A quelques semaines du premier vol commercial d’Ariane 6, prévu fin février, le nouveau patron d’Arianespace, David Cavaillolès, qui peut compter sur un carnet de commandes fourni, met en garde contre tout morcellement du spatial européen, face à la concurrence américaine et chinoise, dans un entretien à l’AFP.
Question : Quelle importance ce premier vol commercial d’Ariane 6 prévu le 26 février revêt-il pour Arianespace ?
Réponse: Le premier vol commercial va emmener en orbite un satellite militaire pour le gouvernement français. Le monde entier nous regarde. En début de semaine, j’ai eu l’occasion d’échanger avec beaucoup de clients et d’opérateurs de télécommunications par satellite. Tous sont impatients qu’Ariane 6 arrive en exploitation et soit un succès.
Q: Depuis votre prise de fonction, plusieurs contrats ont été signés. L’éclaircie pour le spatial européen se confirme-t-elle après plusieurs années de repli ?
R: Exactement. Nous avons une dynamique commerciale très forte, ce qui confirme qu’Ariane 6 correspond aux besoins des clients institutionnels comme commerciaux, avec une polyvalence dans les missions qui est immense. Le défi va désormais être de lancer rapidement tous ces satellites.
Q: Combien de lancements compte le carnet de commandes d’Ariane 6 ?

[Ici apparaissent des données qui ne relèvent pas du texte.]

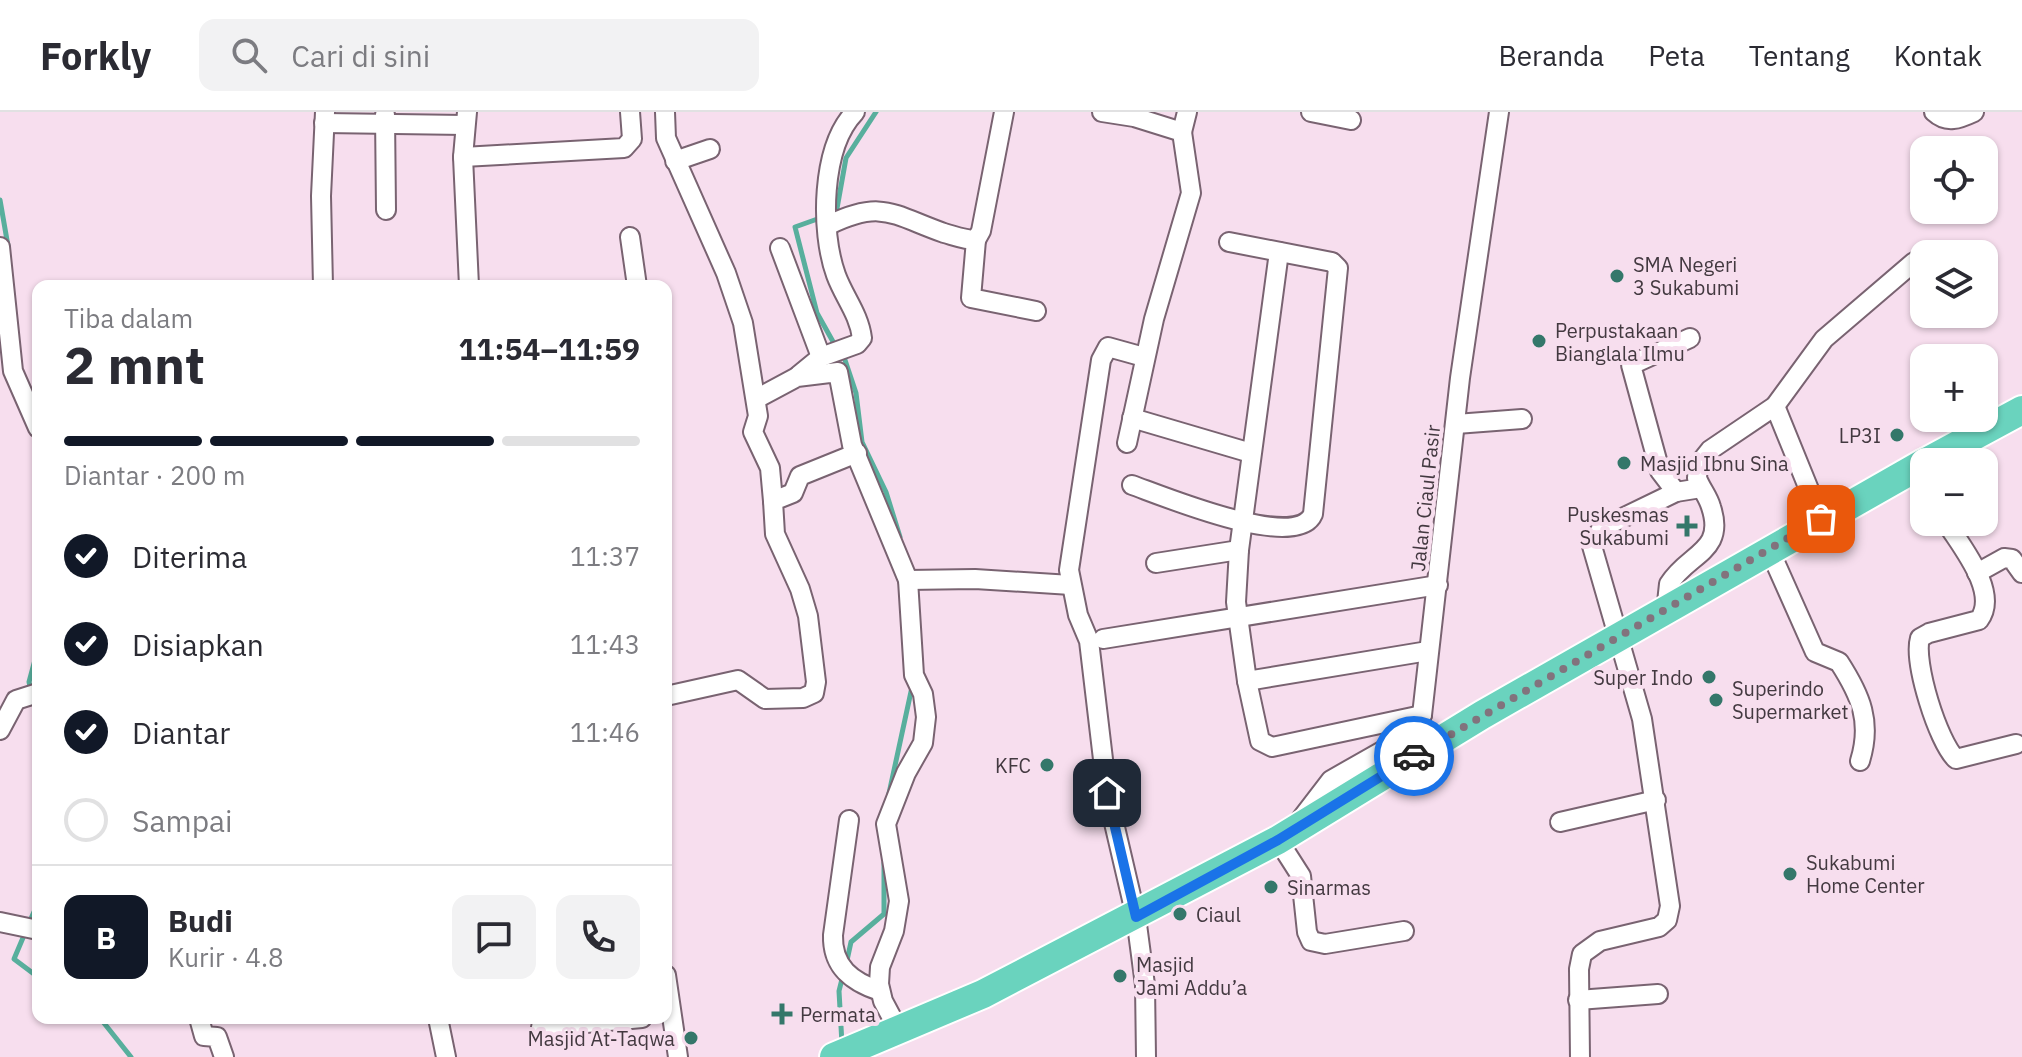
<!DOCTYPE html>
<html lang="id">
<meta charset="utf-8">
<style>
body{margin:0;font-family:"IBM Plex Sans",sans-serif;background:#f2f2f3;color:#2b2b33;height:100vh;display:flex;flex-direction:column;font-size:30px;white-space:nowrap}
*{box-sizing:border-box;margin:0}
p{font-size:26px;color:#7c7c81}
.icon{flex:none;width:44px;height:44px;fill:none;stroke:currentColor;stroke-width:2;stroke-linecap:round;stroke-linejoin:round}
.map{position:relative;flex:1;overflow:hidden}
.drawer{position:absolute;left:32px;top:168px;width:640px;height:744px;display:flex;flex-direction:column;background:#fff;border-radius:16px;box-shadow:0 2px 6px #0004}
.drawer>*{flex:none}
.fabs{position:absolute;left:1910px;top:24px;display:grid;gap:16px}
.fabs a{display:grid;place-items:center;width:88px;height:88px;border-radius:16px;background:#fff;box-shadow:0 2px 6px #0004;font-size:40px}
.pin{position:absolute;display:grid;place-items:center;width:68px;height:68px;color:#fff;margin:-34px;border-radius:16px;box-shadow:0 4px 12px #0006}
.courier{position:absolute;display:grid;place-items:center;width:80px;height:80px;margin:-40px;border:6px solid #1a73e8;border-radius:50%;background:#fff;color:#222;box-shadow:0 2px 10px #0007}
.summary em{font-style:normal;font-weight:700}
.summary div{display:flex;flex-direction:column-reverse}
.summary{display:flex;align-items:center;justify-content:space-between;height:136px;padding:0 32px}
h1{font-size:52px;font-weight:700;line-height:60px}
.bar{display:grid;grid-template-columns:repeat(4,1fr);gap:12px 8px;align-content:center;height:96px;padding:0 32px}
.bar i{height:10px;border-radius:6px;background:#e1e1e2}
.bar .current{background:#111827}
.bar p{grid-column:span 4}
.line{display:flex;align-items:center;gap:20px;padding:0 32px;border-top:2px solid #e1e1e2}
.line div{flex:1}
.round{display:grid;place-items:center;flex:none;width:84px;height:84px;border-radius:16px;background:#f2f2f3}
ol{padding:0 32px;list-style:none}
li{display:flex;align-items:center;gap:24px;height:88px}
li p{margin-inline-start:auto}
li .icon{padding:8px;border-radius:50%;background:#111827;color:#fff;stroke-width:4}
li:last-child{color:#7c7c81}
li i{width:44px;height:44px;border:4px solid #e1e1e2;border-radius:50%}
header{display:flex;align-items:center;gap:48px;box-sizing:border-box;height:112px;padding:0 40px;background:#fff;border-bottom:2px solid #e1e1e2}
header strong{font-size:38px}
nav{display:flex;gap:44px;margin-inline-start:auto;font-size:28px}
.search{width:560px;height:72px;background:#f2f2f3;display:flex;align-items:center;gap:20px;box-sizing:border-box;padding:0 28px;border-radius:16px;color:#7c7c81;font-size:30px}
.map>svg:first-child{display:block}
</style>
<header>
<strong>Forkly</strong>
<div class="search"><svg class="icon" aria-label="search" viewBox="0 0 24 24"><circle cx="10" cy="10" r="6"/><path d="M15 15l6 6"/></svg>Cari di sini</div>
<nav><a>Beranda</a><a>Peta</a><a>Tentang</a><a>Kontak</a></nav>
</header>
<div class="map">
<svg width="2022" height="945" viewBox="0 0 2022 945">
<rect width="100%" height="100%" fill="#f7deee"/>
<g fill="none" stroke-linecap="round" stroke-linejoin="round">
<!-- stream -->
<g stroke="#58af9d" stroke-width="5">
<path d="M 0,88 L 8,134"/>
<path d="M 836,102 L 846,46 L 876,0"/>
<path d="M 823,105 L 795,115 L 817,201 L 836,235"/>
<path d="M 843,242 L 856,281 L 862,330 L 886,380 L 900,425"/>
<path d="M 31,579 L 29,570 L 38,537"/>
<path d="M 33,588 L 38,599"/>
<path d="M 888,686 L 912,575"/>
<path d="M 29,811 L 38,791"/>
<path d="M 25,821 L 14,847 L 38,865"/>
<path d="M 846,853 L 851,830 L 884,802 L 884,751"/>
<path d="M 100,906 L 131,945"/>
<path d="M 842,932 L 839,879 L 843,863"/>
</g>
<defs>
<g id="minor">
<path d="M 467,0 L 463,45 L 469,174"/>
<path d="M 665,0 L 666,26 L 726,161 L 743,211 L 758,304 L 753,320 L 770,356 L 773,389"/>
<path d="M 1102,0 L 1134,5 L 1182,20 L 1191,81 L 1154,207 L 1127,331"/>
<path d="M 1311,0 L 1351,8"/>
<path d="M 1934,0 C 1947,12 1959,7 1974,0"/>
<path d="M 385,3 L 386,98"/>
<path d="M 324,11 L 465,13"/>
<path d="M 1182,20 L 1187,0"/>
<path d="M 463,45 L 624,36 L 632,27 L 630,0"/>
<path d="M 675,49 L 710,37"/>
<path d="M 829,113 C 882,87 893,103 944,121 C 955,124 965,128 976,128 L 981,119 L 1004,0"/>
<path d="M 630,125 L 637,174"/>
<path d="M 976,128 L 971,186 L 1036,199"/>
<path d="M 0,135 L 13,259 L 38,316"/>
<path d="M 780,136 L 821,245"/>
<path d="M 1279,140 L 1239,438 L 1236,490 L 1247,569 L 1260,629 L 1272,635 L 1422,603"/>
<path d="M 323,174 L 321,84 L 325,0"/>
<path d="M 1144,245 L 1108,235 L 1101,248 L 1069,458 L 1078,503 L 1089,529 L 1107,681 L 1136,805 L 1145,873 L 1146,945"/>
<path d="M 799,263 L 821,245 L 857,232 L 862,226 C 859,202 844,185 836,163 C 820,119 821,35 855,0"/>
<path d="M 756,287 L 797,265 L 838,260 L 852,333 L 908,468 L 914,563 L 923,582 L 926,605 L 923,631 L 906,661 L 886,712 L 899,789 L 894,819 L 880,855 L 879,872 L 883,889 L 899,919"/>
<path d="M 1775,294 L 1821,407"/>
<path d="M 1132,306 L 1251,341"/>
<path d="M 1456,312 L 1522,307"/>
<path d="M 1913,357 L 1924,375"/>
<path d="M 1132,373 C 1163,384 1297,440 1313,402 L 1338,156 L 1332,150 L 1229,130"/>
<path d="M 1676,380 L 1660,359 L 1631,253 L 1690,226"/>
<path d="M 1946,410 C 1960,433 2000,480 1979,508 L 1929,521 L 1920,526 C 1913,550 1938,630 1956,647 L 2016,632"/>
<path d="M 1770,439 L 1815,540 L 1839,550 C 1861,584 1872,610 1860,649"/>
<path d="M 1156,451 L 1239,438"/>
<path d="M 1977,461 L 2004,446 L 2012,447 L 2022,461"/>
<path d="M 908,468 L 975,467 L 1071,473"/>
<path d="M 1666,500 L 1669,472 C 1688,441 1726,440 1711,395 C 1708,384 1701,377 1697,366 L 1698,353 L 1710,338 L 1775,294 L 1824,227 L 1914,150"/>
<path d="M 1103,527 L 1438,473"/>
<path d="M 1247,569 L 1428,539"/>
<path d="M 666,584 L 738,568 L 765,587 L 803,586 L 814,581 L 816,570 L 808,504 L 800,477 L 775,422 L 773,389 L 793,381 L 800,364 L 857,341"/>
<path d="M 0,618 L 16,588 L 38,581"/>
<path d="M 849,708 L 833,823 C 832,855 852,870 880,879"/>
<path d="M 1560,710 L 1656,688"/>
<path d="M 1298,711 L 1331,668 L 1405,626 L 1422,603 L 1460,266 L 1499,0"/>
<path d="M 1278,728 L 1301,764 L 1307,820 L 1311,829 L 1325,832 L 1404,819"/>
<path d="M 0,810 L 38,818"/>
<path d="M 666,863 L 678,945"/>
<path d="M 1578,888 L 1658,882"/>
<path d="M 199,906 L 204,924 L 217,925 L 224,945"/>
<path d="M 438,906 L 446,945"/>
<path d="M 541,915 L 642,906"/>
<path d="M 1580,945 L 1579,857 L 1582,842 L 1600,829 L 1659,815 L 1667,808 L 1670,794 L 1642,607 L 1592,434 L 1601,417 L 1610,412 L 1676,380 L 1701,376"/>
</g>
<g id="highway">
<path d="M 1926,350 L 2022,298"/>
<path d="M 834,945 L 983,882 L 1278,728 L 1482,603 L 1924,351"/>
</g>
</defs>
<!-- minor casing -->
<use href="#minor" stroke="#796371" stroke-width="22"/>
<!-- highway casing -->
<use href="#highway" stroke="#fff" stroke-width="32"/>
<!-- minor -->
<use href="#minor" stroke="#fff" stroke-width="18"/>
<!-- highway -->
<use href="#highway" stroke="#6ad3be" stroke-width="28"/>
</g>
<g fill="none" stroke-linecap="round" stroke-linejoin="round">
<!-- done -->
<path stroke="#82737d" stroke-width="8" stroke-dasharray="0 14.4" d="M 1414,644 L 1821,407"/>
<!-- route -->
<path stroke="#1a73e8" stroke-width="10" d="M 1107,681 L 1136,805 L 1278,728 L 1414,644"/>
</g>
<!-- markers -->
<g fill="#34776a" stroke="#f7deee" stroke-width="3">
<circle cx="1617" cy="164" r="8"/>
<circle cx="1539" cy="229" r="8"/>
<circle cx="1897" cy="323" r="8"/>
<circle cx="1624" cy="351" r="8"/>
<path d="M1683 402h8v8h8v8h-8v8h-8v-8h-8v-8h8z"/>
<circle cx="1709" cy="565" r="8"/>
<circle cx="1716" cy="588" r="8"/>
<circle cx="1047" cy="653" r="8"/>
<circle cx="1790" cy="762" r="8"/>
<circle cx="1271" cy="775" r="8"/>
<circle cx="1180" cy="802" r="8"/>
<circle cx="1120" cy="864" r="8"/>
<path d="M778 890h8v8h8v8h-8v8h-8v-8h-8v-8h8z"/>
<circle cx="691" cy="926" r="8"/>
</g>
<g text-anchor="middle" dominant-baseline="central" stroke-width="8" stroke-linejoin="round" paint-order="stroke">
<!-- poi labels -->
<g font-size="20" fill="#433940" stroke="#f7deee" text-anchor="start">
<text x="1633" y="152">SMA Negeri<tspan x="1633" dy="23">3 Sukabumi</tspan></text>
<text x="1555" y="218">Perpustakaan<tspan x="1555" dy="23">Bianglala Ilmu</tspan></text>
<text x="1881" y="323" text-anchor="end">LP3I</text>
<text x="1640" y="351">Masjid Ibnu Sina</text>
<text x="1669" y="402" text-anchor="end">Puskesmas<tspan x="1669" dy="23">Sukabumi</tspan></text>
<text x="1693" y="565" text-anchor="end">Super Indo</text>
<text x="1732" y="576">Superindo<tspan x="1732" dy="23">Supermarket</tspan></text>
<text x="1031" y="653" text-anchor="end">KFC</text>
<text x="1806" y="750">Sukabumi<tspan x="1806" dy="23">Home Center</tspan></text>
<text x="1287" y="775">Sinarmas</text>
<text x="1196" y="802">Ciaul</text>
<text x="1136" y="852">Masjid<tspan x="1136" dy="23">Jami Addu’a</tspan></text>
<text x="800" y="902">Permata</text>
<text x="675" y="926" text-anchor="end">Masjid At-Taqwa</text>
</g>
<!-- street labels -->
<g font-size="20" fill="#433940" stroke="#f7deee">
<text transform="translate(1425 386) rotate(-84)">Jalan Ciaul Pasir</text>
</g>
</g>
</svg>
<div class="fabs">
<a><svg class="icon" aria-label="locate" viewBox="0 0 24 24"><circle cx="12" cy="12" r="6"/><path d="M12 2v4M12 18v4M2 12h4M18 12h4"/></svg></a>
<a><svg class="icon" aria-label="layers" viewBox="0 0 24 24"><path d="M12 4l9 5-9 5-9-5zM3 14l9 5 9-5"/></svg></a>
<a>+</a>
<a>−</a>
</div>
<div class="pin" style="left:1821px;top:407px;background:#ea580c"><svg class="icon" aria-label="bag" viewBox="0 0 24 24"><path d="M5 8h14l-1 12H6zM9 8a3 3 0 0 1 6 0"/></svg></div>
<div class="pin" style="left:1107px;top:681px;background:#1f2937"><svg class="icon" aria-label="home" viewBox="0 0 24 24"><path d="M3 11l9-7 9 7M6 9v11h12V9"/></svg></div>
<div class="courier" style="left:1414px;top:644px"><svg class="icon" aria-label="car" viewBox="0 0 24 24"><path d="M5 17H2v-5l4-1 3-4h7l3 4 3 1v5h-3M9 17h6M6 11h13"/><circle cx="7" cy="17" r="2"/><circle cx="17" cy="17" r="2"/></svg></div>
<section class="drawer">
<div class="summary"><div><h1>2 mnt</h1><p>Tiba dalam</p></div><em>11:54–11:59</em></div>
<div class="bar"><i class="current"></i><i class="current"></i><i class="current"></i><i></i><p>Diantar · 200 m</p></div>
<ol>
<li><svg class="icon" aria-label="check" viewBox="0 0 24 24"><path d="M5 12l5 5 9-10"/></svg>Diterima<p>11:37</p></li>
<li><svg class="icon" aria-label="check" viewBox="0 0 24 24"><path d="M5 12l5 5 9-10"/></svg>Disiapkan<p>11:43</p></li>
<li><svg class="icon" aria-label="check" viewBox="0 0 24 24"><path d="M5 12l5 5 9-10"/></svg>Diantar<p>11:46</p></li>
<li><i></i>Sampai</li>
</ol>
<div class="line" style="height:144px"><b class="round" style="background:#111827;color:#fff">B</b><div><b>Budi</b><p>Kurir · 4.8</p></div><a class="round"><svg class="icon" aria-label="chat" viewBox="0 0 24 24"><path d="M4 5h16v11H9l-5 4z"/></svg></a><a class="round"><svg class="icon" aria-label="phone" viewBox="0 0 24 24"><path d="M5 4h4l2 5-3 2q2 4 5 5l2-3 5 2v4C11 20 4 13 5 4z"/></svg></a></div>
</section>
</div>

R: Nous avons 32 lancements prévus, un carnet de commandes qui offre des années d’activité au Centre spatial guyanais. Cela va générer d’autres difficultés pour accompagner cette montée en puissance, mais ce sont des « problèmes de riches ».
Q: La réélection de Donald Trump et l’entrée au gouvernement américain d’Elon Musk représentent-elles une opportunité ou une menace ?
R: Mon rôle n’est pas de commenter la politique. Ce qui est certain, c’est que nous avons lancé Ariane 6 pour répondre aux besoins institutionnels français et européens et nous avons trouvé notre marché. Il était aussi indispensable d’avoir un lanceur de souveraineté. Il est clair que nous avons une concurrence de plus en plus forte avec Space X qui a un modèle différent du nôtre. Par ailleurs, les investissements institutionnels américains dans le spatial sont plus de cinq fois supérieurs à ceux des européens. Ma priorité est de satisfaire nos clients, aussi bien institutionnels que commerciaux.
Q: Face à la concurrence, notamment de Space X, faut-il revoir le modèle institutionnel européen et s’ouvrir davantage aux opérateurs privés ?
R: Nous avons un modèle double. Nous sommes sur le marché institutionnel, en répondant aux besoins souverains des Etats européens, et sur le marché commercial. Plus de la moitié des 32 lancements à venir pour Ariane 6 sont des lancements commerciaux que nous sommes allés chercher sur un marché ouvert et compétitif. Maintenant, la concurrence est là, elle est dure et nous devons nous battre. L’enjeu va être de faire encore évoluer Ariane 6 pour la rendre plus performante et moins coûteuse.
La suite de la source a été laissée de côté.